In her year and a half in the hospital, Samantha fell prey to one illness after another, nearing death time and again. Loss of oxygen to her brain when she "coded" during an illness left her blind and severely brain-damaged.
As a result, Sam has never sat up unsupported, never walked, never dressed herself, never uttered a word.
What Sam does — frequently — is smile. At age 22, Samantha gives every appearance of being happy. But her mother, Sharon, doesn't know how much Sam understands of the world around her.
With today's treatment, a preemie like Sam would probably not suffer such severe injury. But there continue to be babies, rescued at early ages, who are left severely impaired by bleeds and other brain injuries.
When Sam was finally ready for discharge, Sharon decided to take the baby to her Woonsocket home rather than putting her in a long-term care hospital. It was an unusual decision at the time: Sam still needed a ventilator, feeding tube and round-the-clock care. Home nurses took care of her while Sharon was at work.
Sharon paid a price: her husband left, she could never travel far from home and it took her 10 years to earn her bachelor's degree. But she says her life is merely different, not worse, than any other parent's.
"I probably don't get the feedback that other people get but I don't get the negative feedback either," she says. "I don't get any of the ‘No! I don't want to!' "
Two years ago, Sharon and Sam moved to Apex, N.C., not far from Raleigh. After her father and her boyfriend died within six weeks of each other, Sharon decided to fulfill a longstanding desire to move to North Carolina. She retired from her job in state government.

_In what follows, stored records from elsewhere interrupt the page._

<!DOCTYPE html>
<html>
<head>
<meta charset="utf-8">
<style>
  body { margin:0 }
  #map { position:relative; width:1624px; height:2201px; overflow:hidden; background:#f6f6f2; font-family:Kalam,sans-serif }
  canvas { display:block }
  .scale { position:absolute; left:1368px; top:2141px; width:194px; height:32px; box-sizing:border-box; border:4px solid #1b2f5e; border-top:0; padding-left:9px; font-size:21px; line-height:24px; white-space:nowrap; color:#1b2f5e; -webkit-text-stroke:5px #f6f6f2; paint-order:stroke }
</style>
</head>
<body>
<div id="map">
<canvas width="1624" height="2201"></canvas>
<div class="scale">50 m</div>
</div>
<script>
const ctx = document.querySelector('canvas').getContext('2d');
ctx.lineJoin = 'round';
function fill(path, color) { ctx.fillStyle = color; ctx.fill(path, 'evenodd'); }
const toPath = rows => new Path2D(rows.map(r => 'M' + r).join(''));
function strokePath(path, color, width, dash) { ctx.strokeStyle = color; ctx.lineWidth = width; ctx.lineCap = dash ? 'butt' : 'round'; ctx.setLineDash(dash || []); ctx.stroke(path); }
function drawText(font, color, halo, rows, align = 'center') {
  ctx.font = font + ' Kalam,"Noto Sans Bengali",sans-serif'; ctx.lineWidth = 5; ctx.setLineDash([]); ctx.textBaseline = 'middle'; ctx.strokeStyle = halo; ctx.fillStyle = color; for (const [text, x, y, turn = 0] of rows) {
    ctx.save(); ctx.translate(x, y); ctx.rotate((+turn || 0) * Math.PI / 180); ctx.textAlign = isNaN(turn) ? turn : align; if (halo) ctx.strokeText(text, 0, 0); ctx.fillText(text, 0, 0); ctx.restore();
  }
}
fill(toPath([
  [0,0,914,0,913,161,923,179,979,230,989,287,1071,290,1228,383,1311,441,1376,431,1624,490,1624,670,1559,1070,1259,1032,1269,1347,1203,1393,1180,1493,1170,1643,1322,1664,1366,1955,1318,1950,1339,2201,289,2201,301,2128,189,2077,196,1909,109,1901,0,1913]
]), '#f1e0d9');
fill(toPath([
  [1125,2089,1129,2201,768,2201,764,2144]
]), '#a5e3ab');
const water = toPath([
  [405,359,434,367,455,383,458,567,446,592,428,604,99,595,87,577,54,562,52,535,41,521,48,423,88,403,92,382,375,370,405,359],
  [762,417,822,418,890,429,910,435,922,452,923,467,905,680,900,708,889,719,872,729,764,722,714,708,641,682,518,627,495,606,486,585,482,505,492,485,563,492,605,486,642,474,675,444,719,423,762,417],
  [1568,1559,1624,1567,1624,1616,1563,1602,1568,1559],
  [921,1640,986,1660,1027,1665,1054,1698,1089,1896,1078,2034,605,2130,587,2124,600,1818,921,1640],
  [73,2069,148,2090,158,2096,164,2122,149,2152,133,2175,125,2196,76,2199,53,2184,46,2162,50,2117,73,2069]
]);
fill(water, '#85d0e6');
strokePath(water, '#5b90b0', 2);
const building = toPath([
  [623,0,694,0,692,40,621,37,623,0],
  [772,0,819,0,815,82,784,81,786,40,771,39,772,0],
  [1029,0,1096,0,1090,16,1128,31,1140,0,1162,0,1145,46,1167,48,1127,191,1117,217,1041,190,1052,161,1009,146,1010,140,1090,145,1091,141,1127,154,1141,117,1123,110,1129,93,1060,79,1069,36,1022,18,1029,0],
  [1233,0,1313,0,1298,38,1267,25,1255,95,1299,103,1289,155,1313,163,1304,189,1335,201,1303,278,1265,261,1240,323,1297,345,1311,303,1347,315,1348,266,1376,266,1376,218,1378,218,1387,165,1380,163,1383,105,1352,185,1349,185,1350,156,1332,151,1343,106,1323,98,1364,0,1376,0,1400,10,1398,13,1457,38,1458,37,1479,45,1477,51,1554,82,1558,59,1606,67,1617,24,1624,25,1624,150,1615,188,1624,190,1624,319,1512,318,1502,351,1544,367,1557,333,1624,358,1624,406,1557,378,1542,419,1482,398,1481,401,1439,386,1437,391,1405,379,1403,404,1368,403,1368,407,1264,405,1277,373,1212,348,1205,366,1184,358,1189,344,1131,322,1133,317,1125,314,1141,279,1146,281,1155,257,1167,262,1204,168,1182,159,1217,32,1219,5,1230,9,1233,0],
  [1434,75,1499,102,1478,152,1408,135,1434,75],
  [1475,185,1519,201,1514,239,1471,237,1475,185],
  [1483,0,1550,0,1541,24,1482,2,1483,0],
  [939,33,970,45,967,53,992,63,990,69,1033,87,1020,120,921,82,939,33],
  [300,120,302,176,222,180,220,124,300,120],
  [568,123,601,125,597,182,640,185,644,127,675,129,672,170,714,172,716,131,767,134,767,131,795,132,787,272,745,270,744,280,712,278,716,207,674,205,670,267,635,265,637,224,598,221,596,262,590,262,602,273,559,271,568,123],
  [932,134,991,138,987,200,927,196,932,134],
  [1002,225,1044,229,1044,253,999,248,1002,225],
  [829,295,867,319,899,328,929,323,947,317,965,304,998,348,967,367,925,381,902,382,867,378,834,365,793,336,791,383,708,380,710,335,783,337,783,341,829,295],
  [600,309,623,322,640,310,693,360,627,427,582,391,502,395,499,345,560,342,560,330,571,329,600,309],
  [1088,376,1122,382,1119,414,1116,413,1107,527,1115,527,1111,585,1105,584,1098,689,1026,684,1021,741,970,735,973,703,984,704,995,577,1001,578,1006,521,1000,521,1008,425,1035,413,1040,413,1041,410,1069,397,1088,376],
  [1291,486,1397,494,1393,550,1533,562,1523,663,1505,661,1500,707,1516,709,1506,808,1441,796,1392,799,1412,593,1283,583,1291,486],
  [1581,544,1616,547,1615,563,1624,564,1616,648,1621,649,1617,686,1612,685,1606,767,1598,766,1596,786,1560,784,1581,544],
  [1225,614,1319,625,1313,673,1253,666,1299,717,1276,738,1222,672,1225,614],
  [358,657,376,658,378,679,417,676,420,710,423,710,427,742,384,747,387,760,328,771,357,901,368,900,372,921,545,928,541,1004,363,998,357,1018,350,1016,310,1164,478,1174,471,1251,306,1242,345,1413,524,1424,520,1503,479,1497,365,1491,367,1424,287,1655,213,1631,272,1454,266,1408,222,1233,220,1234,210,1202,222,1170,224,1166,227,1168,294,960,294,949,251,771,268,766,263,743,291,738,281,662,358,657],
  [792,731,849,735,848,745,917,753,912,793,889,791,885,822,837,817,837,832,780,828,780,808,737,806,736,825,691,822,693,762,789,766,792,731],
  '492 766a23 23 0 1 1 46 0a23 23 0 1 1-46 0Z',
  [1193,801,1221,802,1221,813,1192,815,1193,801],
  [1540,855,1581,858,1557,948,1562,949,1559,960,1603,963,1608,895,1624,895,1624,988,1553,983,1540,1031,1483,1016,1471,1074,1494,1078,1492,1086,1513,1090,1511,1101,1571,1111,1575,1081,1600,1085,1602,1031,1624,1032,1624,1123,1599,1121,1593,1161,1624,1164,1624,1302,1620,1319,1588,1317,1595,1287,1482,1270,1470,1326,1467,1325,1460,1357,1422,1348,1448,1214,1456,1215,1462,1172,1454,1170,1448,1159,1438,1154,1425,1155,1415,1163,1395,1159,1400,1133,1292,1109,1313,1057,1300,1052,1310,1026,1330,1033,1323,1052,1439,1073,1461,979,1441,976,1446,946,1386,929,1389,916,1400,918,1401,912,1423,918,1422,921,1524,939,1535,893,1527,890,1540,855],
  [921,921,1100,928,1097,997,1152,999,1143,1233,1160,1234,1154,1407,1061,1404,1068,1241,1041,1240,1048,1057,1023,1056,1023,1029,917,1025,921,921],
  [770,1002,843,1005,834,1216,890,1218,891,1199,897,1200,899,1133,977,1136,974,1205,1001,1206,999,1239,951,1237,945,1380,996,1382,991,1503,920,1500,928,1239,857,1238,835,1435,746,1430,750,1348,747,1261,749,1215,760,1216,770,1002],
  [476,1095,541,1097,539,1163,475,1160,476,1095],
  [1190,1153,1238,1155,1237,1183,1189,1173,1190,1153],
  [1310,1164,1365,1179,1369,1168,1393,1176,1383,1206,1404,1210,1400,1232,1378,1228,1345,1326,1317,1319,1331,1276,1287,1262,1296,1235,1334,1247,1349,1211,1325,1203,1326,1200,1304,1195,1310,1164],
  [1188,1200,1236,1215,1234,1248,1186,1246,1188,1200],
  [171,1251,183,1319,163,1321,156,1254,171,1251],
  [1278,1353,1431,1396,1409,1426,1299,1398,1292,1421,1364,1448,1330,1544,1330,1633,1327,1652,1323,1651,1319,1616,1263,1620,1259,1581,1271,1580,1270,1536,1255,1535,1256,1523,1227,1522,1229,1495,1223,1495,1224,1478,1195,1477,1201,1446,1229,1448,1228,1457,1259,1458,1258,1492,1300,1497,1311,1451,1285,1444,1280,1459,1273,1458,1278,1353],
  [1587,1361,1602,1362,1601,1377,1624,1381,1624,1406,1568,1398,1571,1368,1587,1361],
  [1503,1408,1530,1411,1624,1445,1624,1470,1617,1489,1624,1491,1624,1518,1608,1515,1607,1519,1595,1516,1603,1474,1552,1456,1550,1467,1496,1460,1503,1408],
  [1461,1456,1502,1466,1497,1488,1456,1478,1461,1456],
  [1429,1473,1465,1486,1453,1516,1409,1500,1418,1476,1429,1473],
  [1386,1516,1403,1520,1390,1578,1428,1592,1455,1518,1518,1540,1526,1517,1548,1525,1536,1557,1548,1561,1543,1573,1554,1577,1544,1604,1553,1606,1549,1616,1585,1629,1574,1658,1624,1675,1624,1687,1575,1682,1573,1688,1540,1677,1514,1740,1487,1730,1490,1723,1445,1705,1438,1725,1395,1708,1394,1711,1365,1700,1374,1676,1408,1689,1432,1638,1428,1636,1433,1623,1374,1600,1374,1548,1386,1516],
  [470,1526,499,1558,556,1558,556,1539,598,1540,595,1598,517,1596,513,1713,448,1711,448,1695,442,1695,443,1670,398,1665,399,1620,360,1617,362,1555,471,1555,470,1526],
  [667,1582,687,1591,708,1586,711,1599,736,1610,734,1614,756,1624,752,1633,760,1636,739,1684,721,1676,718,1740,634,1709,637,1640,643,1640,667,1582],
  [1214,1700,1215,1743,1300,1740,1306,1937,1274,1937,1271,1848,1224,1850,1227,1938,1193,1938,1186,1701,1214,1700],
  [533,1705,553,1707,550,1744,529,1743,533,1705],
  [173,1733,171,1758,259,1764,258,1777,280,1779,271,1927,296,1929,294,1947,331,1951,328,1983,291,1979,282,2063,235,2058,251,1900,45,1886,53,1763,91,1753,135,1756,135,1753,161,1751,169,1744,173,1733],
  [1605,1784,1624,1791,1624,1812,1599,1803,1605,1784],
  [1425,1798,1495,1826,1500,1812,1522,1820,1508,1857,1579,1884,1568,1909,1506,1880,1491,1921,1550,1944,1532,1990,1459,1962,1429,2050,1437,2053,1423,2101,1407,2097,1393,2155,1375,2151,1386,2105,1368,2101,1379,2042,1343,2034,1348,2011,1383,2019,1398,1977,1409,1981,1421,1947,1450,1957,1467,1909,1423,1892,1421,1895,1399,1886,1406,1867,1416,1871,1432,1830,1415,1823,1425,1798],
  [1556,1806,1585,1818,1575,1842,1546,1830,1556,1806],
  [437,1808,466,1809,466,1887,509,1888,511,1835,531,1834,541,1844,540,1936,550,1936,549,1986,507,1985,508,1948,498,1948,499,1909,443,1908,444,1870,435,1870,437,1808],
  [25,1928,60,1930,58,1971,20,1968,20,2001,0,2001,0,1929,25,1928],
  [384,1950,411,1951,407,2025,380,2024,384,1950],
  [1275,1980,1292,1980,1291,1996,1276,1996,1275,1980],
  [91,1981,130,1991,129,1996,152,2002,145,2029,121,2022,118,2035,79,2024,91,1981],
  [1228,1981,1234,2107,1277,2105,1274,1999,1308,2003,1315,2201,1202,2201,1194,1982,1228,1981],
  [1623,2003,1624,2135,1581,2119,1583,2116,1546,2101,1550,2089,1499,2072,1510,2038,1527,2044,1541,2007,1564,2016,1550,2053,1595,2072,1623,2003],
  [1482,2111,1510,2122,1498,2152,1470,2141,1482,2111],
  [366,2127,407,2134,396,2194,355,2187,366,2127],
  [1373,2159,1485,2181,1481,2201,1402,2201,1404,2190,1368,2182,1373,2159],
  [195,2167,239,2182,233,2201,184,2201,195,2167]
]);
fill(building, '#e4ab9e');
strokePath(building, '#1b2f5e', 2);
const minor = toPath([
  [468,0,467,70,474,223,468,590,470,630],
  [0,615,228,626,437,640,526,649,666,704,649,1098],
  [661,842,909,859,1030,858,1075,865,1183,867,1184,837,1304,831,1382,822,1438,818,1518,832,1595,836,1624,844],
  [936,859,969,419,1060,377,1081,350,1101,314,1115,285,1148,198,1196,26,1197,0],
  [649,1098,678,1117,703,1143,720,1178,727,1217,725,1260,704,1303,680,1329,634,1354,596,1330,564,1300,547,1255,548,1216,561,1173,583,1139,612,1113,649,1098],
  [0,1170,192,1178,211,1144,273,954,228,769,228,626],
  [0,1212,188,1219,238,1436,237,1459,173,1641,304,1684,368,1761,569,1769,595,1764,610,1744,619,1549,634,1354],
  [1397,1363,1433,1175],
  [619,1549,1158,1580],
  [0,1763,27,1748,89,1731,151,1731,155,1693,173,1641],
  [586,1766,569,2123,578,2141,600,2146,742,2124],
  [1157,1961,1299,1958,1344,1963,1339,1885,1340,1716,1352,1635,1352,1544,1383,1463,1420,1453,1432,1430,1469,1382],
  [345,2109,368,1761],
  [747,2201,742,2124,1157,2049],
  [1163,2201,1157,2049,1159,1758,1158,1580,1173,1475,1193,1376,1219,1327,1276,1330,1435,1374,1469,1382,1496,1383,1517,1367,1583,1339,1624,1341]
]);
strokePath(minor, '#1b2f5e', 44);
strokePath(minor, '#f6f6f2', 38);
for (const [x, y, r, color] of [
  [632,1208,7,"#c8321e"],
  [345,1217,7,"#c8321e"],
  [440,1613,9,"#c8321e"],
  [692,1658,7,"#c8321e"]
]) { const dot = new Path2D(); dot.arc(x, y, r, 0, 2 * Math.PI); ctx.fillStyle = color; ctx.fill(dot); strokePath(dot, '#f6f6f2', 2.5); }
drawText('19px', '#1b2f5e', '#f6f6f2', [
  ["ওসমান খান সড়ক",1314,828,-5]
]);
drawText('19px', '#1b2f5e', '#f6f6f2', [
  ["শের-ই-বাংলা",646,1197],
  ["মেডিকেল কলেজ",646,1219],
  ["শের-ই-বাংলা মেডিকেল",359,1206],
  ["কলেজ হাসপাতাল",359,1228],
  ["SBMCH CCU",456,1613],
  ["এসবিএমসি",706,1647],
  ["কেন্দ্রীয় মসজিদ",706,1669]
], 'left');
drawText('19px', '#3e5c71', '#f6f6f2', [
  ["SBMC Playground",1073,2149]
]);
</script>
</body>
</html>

But she left behind her support system in Rhode Island, including better social services. In North Carolina, an aide comes for five hours a day, five days a week, so Sharon cannot work and uses her little free time to volunteer. Sharon can't take Sam far from home because, for diaper changes, she needs a bed and someone to help lift her 95-pound daughter. Also, her van has no air-conditioning and Sam has respiratory problems.
"I don't go on vacation, I don't go out to eat, I don't do anything. I don't need any of that," Sharon says. "If I were looking at it from other people's perspective, it's confining. But it's what I've been doing for 22 years. It's what I know, it's the way I live. … I'm very content with my life. Sam and I get along fine."